**Requirement:** Write out, precisely and in full, each line of the material.

### Data section ###

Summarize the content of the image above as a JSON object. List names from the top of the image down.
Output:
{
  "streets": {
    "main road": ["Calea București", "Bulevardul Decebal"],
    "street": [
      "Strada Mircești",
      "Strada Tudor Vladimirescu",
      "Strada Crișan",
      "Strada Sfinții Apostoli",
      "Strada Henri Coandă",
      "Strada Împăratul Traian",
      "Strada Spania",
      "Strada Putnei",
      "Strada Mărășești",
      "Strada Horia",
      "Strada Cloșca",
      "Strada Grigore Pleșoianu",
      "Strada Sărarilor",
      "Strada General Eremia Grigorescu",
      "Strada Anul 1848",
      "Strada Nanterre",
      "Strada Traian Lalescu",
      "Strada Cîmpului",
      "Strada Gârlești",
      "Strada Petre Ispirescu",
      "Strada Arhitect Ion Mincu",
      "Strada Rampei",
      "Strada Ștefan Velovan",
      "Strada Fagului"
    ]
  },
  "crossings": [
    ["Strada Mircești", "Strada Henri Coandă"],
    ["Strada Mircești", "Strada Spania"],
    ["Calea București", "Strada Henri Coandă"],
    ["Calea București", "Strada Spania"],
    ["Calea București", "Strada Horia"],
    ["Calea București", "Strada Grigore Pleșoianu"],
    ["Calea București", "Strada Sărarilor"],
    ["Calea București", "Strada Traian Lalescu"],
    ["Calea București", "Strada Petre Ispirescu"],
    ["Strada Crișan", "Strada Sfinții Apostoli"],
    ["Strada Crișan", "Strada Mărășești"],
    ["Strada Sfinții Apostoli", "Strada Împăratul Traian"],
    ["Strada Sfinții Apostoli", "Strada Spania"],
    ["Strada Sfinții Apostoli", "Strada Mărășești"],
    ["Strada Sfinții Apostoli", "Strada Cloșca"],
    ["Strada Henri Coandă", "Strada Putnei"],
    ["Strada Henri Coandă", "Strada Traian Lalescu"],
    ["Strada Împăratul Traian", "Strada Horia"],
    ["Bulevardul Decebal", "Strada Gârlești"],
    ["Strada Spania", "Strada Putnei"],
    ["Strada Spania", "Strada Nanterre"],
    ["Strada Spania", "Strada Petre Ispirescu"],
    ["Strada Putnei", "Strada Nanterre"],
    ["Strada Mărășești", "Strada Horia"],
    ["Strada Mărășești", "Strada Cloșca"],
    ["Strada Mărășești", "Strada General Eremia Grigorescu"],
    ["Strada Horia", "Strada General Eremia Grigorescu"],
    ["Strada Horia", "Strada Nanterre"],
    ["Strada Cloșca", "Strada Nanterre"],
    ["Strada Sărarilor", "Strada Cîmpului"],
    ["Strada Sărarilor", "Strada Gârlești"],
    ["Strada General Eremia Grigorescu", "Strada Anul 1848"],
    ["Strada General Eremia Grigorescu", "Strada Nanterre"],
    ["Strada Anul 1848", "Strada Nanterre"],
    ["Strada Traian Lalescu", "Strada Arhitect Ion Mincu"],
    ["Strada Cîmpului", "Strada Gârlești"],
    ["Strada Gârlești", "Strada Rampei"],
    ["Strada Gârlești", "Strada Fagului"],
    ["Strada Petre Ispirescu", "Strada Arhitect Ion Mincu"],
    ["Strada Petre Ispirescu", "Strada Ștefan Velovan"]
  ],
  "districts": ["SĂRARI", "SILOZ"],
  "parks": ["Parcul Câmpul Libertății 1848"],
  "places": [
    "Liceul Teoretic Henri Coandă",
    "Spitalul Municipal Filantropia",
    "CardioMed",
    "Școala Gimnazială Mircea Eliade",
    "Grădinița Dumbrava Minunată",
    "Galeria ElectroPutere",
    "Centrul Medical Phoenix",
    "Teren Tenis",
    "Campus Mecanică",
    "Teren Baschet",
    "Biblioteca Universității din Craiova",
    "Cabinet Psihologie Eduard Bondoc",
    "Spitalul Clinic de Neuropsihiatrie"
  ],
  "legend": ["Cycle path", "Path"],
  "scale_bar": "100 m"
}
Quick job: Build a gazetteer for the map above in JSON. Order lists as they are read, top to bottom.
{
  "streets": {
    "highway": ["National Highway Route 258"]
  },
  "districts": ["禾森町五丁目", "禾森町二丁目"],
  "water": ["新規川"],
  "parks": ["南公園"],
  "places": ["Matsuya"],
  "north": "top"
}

###

**Result for this exercise:**
Summarize the content of the image above as a JSON object. List names from the top of the image down.
Output:
{
  "streets": {
    "main road": ["Calea București", "Bulevardul Decebal"],
    "street": [
      "Strada Mircești",
      "Strada Tudor Vladimirescu",
      "Strada Crișan",
      "Strada Sfinții Apostoli",
      "Strada Henri Coandă",
      "Strada Împăratul Traian",
      "Strada Spania",
      "Strada Putnei",
      "Strada Mărășești",
      "Strada Horia",
      "Strada Cloșca",
      "Strada Grigore Pleșoianu",
      "Strada Sărarilor",
      "Strada General Eremia Grigorescu",
      "Strada Anul 1848",
      "Strada Nanterre",
      "Strada Traian Lalescu",
      "Strada Cîmpului",
      "Strada Gârlești",
      "Strada Petre Ispirescu",
      "Strada Arhitect Ion Mincu",
      "Strada Rampei",
      "Strada Ștefan Velovan",
      "Strada Fagului"
    ]
  },
  "crossings": [
    ["Strada Mircești", "Strada Henri Coandă"],
    ["Strada Mircești", "Strada Spania"],
    ["Calea București", "Strada Henri Coandă"],
    ["Calea București", "Strada Spania"],
    ["Calea București", "Strada Horia"],
    ["Calea București", "Strada Grigore Pleșoianu"],
    ["Calea București", "Strada Sărarilor"],
    ["Calea București", "Strada Traian Lalescu"],
    ["Calea București", "Strada Petre Ispirescu"],
    ["Strada Crișan", "Strada Sfinții Apostoli"],
    ["Strada Crișan", "Strada Mărășești"],
    ["Strada Sfinții Apostoli", "Strada Împăratul Traian"],
    ["Strada Sfinții Apostoli", "Strada Spania"],
    ["Strada Sfinții Apostoli", "Strada Mărășești"],
    ["Strada Sfinții Apostoli", "Strada Cloșca"],
    ["Strada Henri Coandă", "Strada Putnei"],
    ["Strada Henri Coandă", "Strada Traian Lalescu"],
    ["Strada Împăratul Traian", "Strada Horia"],
    ["Bulevardul Decebal", "Strada Gârlești"],
    ["Strada Spania", "Strada Putnei"],
    ["Strada Spania", "Strada Nanterre"],
    ["Strada Spania", "Strada Petre Ispirescu"],
    ["Strada Putnei", "Strada Nanterre"],
    ["Strada Mărășești", "Strada Horia"],
    ["Strada Mărășești", "Strada Cloșca"],
    ["Strada Mărășești", "Strada General Eremia Grigorescu"],
    ["Strada Horia", "Strada General Eremia Grigorescu"],
    ["Strada Horia", "Strada Nanterre"],
    ["Strada Cloșca", "Strada Nanterre"],
    ["Strada Sărarilor", "Strada Cîmpului"],
    ["Strada Sărarilor", "Strada Gârlești"],
    ["Strada General Eremia Grigorescu", "Strada Anul 1848"],
    ["Strada General Eremia Grigorescu", "Strada Nanterre"],
    ["Strada Anul 1848", "Strada Nanterre"],
    ["Strada Traian Lalescu", "Strada Arhitect Ion Mincu"],
    ["Strada Cîmpului", "Strada Gârlești"],
    ["Strada Gârlești", "Strada Rampei"],
    ["Strada Gârlești", "Strada Fagului"],
    ["Strada Petre Ispirescu", "Strada Arhitect Ion Mincu"],
    ["Strada Petre Ispirescu", "Strada Ștefan Velovan"]
  ],
  "districts": ["SĂRARI", "SILOZ"],
  "parks": ["Parcul Câmpul Libertății 1848"],
  "places": [
    "Liceul Teoretic Henri Coandă",
    "Spitalul Municipal Filantropia",
    "CardioMed",
    "Școala Gimnazială Mircea Eliade",
    "Grădinița Dumbrava Minunată",
    "Galeria ElectroPutere",
    "Centrul Medical Phoenix",
    "Teren Tenis",
    "Campus Mecanică",
    "Teren Baschet",
    "Biblioteca Universității din Craiova",
    "Cabinet Psihologie Eduard Bondoc",
    "Spitalul Clinic de Neuropsihiatrie"
  ],
  "legend": ["Cycle path", "Path"],
  "scale_bar": "100 m"
}
Quick job: Build a gazetteer for the map above in JSON. Order lists as they are read, top to bottom.
{
  "streets": {
    "highway": ["National Highway Route 258"]
  },
  "districts": ["禾森町五丁目", "禾森町二丁目"],
  "water": ["新規川"],
  "parks": ["南公園"],
  "places": ["Matsuya"],
  "north": "top"
}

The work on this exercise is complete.